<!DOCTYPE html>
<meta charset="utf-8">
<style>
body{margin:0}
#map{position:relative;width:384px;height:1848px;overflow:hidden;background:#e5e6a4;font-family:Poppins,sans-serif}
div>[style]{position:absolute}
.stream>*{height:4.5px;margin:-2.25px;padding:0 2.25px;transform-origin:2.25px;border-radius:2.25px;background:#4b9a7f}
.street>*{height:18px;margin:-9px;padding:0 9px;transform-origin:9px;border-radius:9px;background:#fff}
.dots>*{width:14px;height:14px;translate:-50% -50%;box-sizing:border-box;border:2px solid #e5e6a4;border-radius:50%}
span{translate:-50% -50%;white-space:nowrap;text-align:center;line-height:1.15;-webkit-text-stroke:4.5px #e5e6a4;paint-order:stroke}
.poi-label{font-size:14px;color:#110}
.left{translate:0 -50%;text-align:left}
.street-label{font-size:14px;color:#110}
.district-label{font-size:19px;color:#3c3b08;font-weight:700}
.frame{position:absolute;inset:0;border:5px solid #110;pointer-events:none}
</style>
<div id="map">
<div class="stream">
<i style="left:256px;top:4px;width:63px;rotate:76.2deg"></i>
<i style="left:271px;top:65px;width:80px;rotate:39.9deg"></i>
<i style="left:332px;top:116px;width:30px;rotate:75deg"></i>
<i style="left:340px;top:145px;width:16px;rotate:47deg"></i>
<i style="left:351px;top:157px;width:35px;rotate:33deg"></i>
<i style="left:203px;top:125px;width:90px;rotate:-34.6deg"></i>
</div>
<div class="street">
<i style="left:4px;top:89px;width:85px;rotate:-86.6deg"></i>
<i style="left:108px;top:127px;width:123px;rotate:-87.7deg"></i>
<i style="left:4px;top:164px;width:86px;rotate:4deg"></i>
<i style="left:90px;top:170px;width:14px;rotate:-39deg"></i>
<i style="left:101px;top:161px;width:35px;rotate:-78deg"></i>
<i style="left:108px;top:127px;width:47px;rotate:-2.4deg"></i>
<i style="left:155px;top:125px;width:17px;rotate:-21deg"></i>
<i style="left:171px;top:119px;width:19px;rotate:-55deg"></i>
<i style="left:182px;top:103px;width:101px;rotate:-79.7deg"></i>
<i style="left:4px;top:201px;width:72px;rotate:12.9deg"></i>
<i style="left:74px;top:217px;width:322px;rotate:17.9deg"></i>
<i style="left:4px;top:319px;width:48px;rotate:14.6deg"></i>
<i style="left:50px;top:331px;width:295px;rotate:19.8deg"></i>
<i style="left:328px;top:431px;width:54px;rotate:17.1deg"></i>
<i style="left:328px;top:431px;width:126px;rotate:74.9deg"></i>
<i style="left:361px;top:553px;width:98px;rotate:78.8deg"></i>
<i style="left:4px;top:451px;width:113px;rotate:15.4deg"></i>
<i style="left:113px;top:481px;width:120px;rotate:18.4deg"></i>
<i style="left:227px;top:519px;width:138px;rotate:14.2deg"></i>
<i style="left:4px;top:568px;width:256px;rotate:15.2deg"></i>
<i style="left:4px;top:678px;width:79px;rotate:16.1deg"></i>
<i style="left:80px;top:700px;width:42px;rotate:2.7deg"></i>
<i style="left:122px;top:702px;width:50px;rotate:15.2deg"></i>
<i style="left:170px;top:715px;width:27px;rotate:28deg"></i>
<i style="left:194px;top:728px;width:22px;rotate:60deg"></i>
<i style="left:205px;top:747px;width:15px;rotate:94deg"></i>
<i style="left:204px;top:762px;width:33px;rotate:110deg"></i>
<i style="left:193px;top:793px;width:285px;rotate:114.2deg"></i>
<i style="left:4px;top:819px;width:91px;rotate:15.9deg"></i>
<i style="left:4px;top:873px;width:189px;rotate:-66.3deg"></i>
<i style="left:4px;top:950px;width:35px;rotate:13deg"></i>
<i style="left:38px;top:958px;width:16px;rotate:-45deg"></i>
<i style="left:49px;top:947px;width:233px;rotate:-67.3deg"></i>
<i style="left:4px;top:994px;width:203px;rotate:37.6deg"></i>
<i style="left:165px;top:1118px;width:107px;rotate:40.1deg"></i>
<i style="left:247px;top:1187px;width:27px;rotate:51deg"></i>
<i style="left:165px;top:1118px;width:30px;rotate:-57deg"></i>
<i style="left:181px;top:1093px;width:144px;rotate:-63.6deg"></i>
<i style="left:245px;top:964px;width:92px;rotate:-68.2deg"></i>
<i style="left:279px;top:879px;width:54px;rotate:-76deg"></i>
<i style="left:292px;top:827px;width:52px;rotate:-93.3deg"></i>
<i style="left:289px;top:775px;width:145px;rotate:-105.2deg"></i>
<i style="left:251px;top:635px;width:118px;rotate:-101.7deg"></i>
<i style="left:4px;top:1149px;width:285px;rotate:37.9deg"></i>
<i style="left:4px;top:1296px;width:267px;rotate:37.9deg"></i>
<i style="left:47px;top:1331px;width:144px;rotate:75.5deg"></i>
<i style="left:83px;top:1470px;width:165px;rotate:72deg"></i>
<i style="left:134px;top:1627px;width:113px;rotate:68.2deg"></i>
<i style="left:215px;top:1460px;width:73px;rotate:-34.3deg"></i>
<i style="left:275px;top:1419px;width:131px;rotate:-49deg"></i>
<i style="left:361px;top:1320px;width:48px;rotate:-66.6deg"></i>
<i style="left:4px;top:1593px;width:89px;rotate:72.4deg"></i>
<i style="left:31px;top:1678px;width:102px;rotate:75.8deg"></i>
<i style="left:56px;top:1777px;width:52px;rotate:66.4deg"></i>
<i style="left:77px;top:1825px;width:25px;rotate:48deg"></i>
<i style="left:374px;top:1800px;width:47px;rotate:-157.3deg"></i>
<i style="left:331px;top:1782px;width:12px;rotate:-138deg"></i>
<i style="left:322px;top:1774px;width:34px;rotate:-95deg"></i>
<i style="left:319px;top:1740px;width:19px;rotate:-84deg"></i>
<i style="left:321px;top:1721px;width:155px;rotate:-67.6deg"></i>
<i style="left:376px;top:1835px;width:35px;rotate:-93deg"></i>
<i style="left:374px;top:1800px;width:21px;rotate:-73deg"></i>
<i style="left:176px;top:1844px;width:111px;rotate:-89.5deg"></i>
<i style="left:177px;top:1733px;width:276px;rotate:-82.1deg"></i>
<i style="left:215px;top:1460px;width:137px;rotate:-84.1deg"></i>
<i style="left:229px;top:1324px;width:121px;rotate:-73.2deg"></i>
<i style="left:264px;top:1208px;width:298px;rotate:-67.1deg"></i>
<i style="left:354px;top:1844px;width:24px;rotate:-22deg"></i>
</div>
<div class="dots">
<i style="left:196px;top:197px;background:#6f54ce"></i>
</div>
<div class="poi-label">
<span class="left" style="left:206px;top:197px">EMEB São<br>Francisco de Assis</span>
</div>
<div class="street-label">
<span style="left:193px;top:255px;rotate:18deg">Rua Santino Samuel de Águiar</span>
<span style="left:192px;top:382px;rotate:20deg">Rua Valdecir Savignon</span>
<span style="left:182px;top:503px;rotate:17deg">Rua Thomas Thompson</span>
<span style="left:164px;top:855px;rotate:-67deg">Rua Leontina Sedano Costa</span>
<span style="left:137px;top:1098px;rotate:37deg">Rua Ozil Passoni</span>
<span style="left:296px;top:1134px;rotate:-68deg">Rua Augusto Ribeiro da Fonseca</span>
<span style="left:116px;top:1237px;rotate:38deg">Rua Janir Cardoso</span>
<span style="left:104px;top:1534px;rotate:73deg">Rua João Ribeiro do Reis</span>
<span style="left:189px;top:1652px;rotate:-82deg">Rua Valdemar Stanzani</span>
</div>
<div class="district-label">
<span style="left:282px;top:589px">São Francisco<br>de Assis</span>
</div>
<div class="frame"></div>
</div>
-----
▶ EXERCISE PROMPT: Retype the line containing "São<br>Francisco de Assis</span>" and each line after it through the end of the listing, exactly, leaving out everything else.

▶ WRITTEN RESPONSE:
<span class="left" style="left:206px;top:197px">EMEB São<br>Francisco de Assis</span>
</div>
<div class="street-label">
<span style="left:193px;top:255px;rotate:18deg">Rua Santino Samuel de Águiar</span>
<span style="left:192px;top:382px;rotate:20deg">Rua Valdecir Savignon</span>
<span style="left:182px;top:503px;rotate:17deg">Rua Thomas Thompson</span>
<span style="left:164px;top:855px;rotate:-67deg">Rua Leontina Sedano Costa</span>
<span style="left:137px;top:1098px;rotate:37deg">Rua Ozil Passoni</span>
<span style="left:296px;top:1134px;rotate:-68deg">Rua Augusto Ribeiro da Fonseca</span>
<span style="left:116px;top:1237px;rotate:38deg">Rua Janir Cardoso</span>
<span style="left:104px;top:1534px;rotate:73deg">Rua João Ribeiro do Reis</span>
<span style="left:189px;top:1652px;rotate:-82deg">Rua Valdemar Stanzani</span>
</div>
<div class="district-label">
<span style="left:282px;top:589px">São Francisco<br>de Assis</span>
</div>
<div class="frame"></div>
</div>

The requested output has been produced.